* [What to do]
Go through the lines below. Copy those with "Feemster".

* [Data provided]

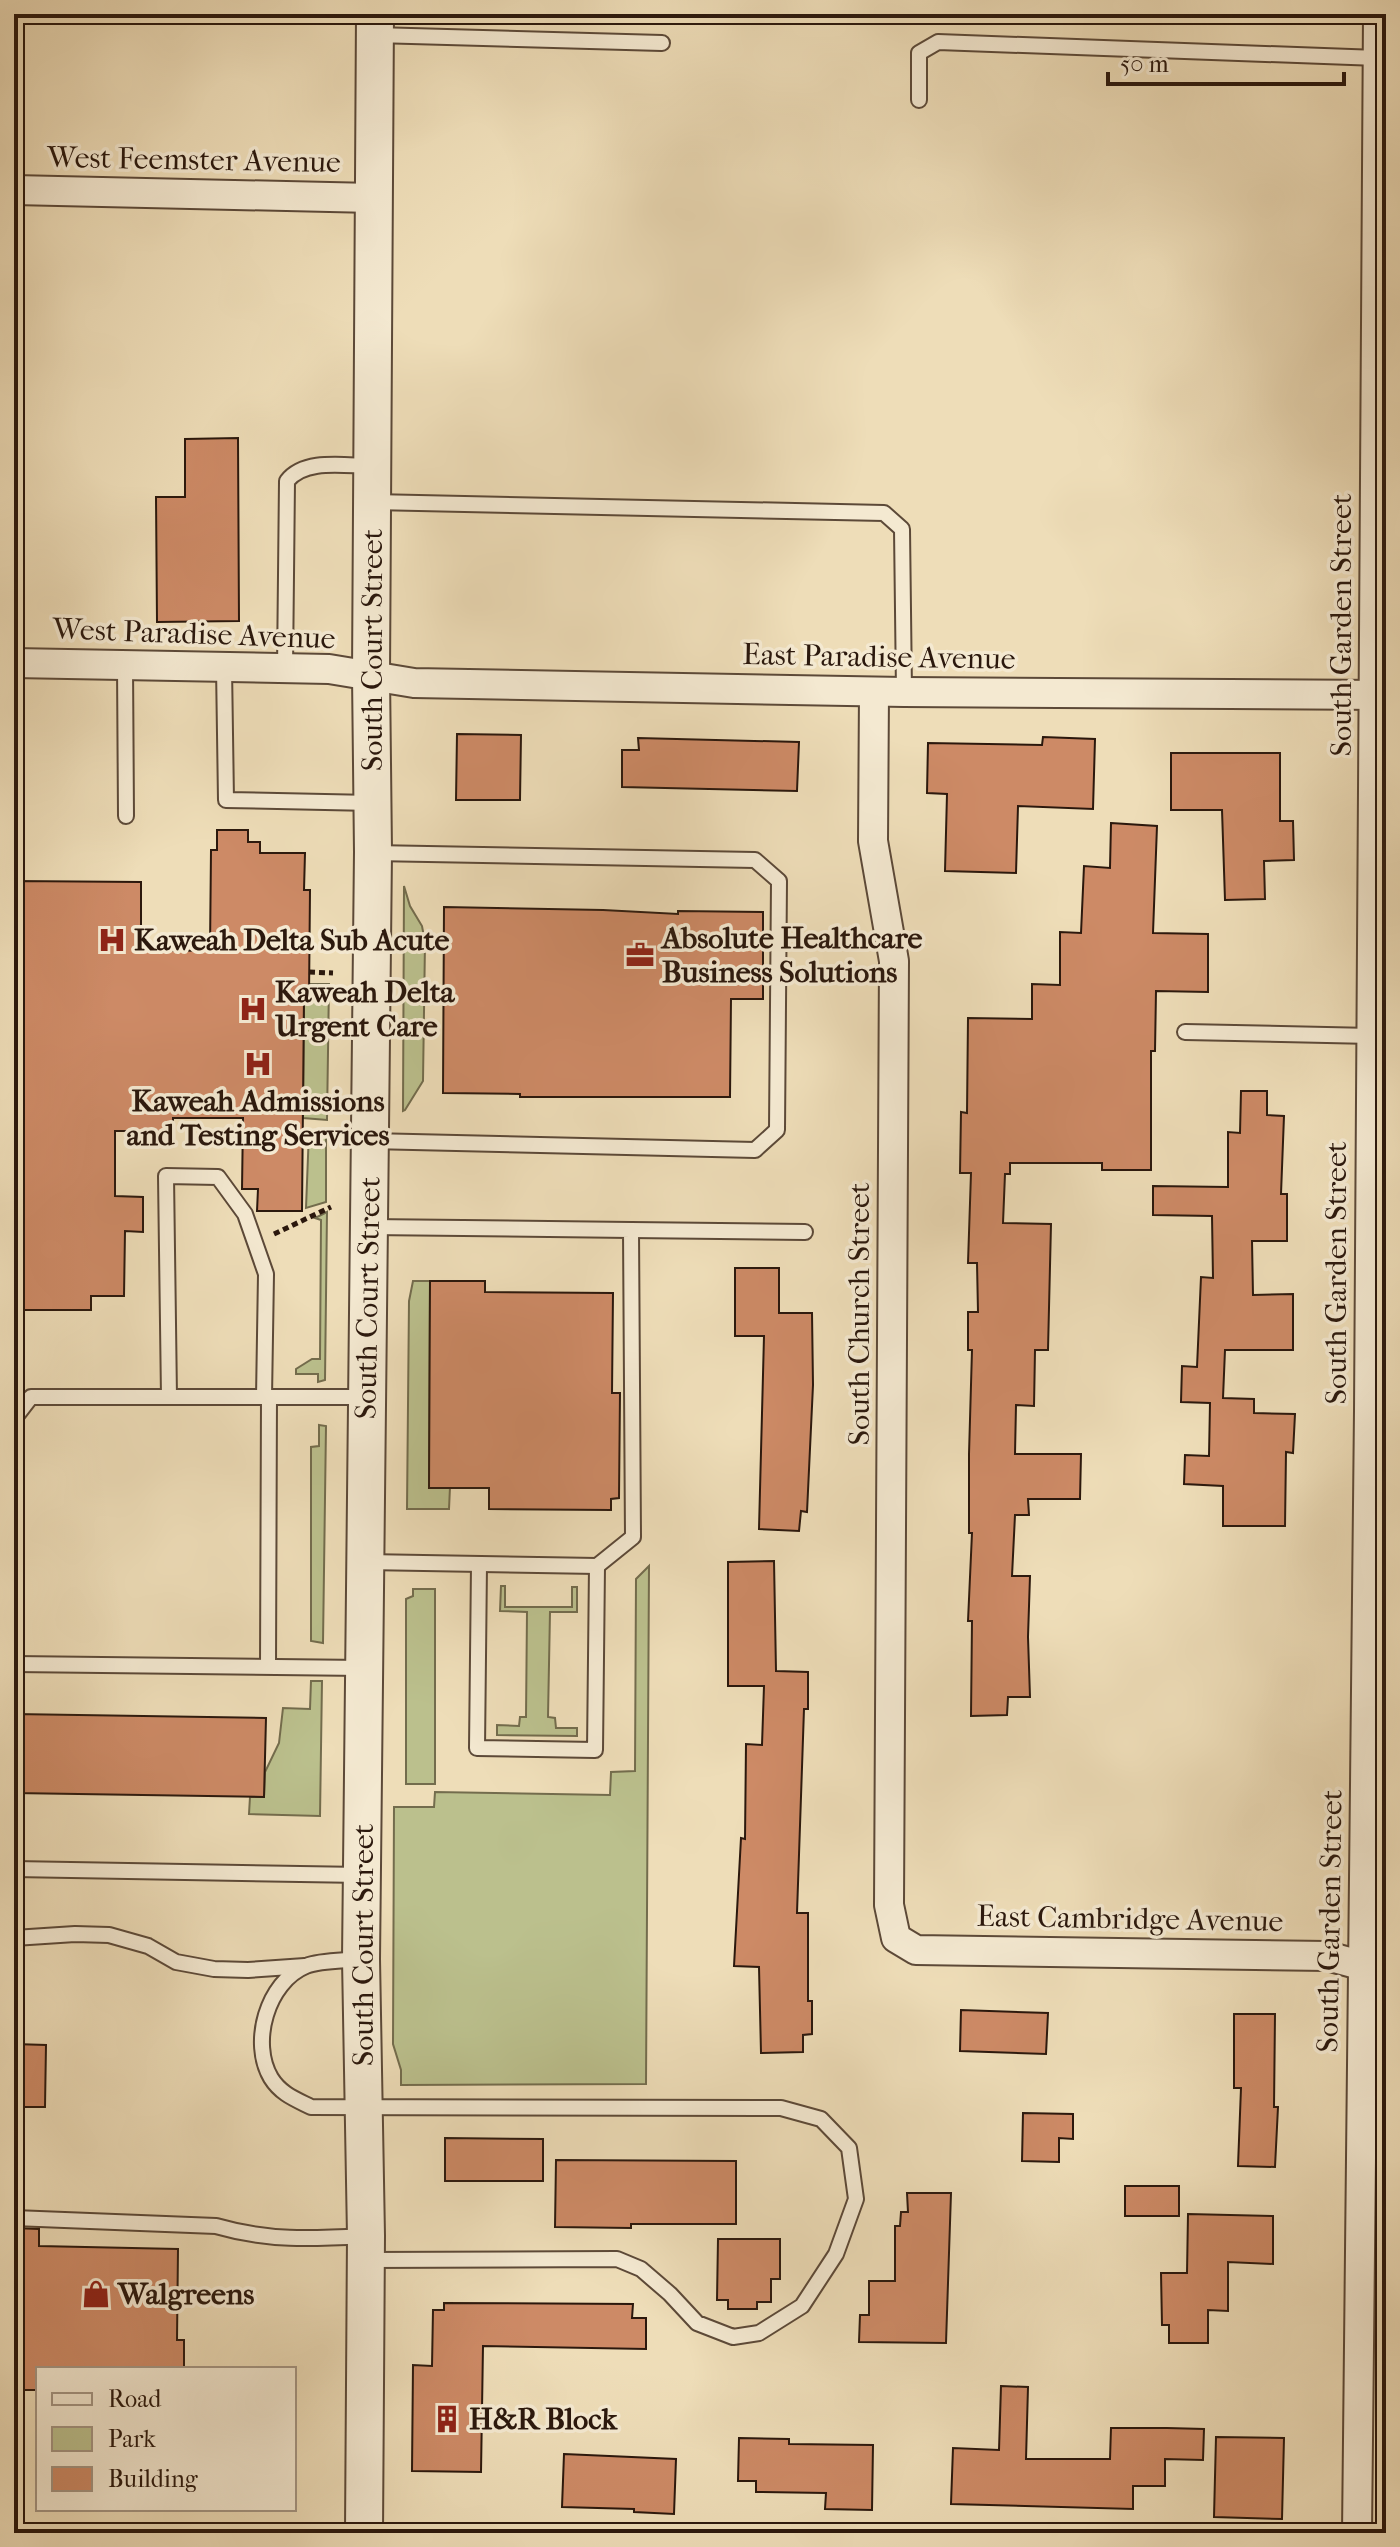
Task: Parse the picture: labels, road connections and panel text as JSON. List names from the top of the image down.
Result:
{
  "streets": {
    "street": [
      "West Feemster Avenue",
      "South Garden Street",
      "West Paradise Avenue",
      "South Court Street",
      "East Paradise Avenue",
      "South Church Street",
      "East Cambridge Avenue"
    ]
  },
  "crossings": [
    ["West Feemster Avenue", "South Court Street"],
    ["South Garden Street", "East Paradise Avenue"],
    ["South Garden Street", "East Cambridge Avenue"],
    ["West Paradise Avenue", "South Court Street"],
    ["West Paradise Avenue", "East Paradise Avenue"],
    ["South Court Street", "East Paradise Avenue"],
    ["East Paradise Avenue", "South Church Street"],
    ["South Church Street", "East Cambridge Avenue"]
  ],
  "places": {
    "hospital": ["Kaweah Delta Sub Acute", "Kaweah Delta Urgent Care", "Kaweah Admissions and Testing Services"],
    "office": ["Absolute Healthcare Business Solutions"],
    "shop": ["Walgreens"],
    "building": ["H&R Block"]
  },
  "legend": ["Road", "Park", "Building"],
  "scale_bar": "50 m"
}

* [Answer for the task]
      "West Feemster Avenue",
    ["West Feemster Avenue", "South Court Street"],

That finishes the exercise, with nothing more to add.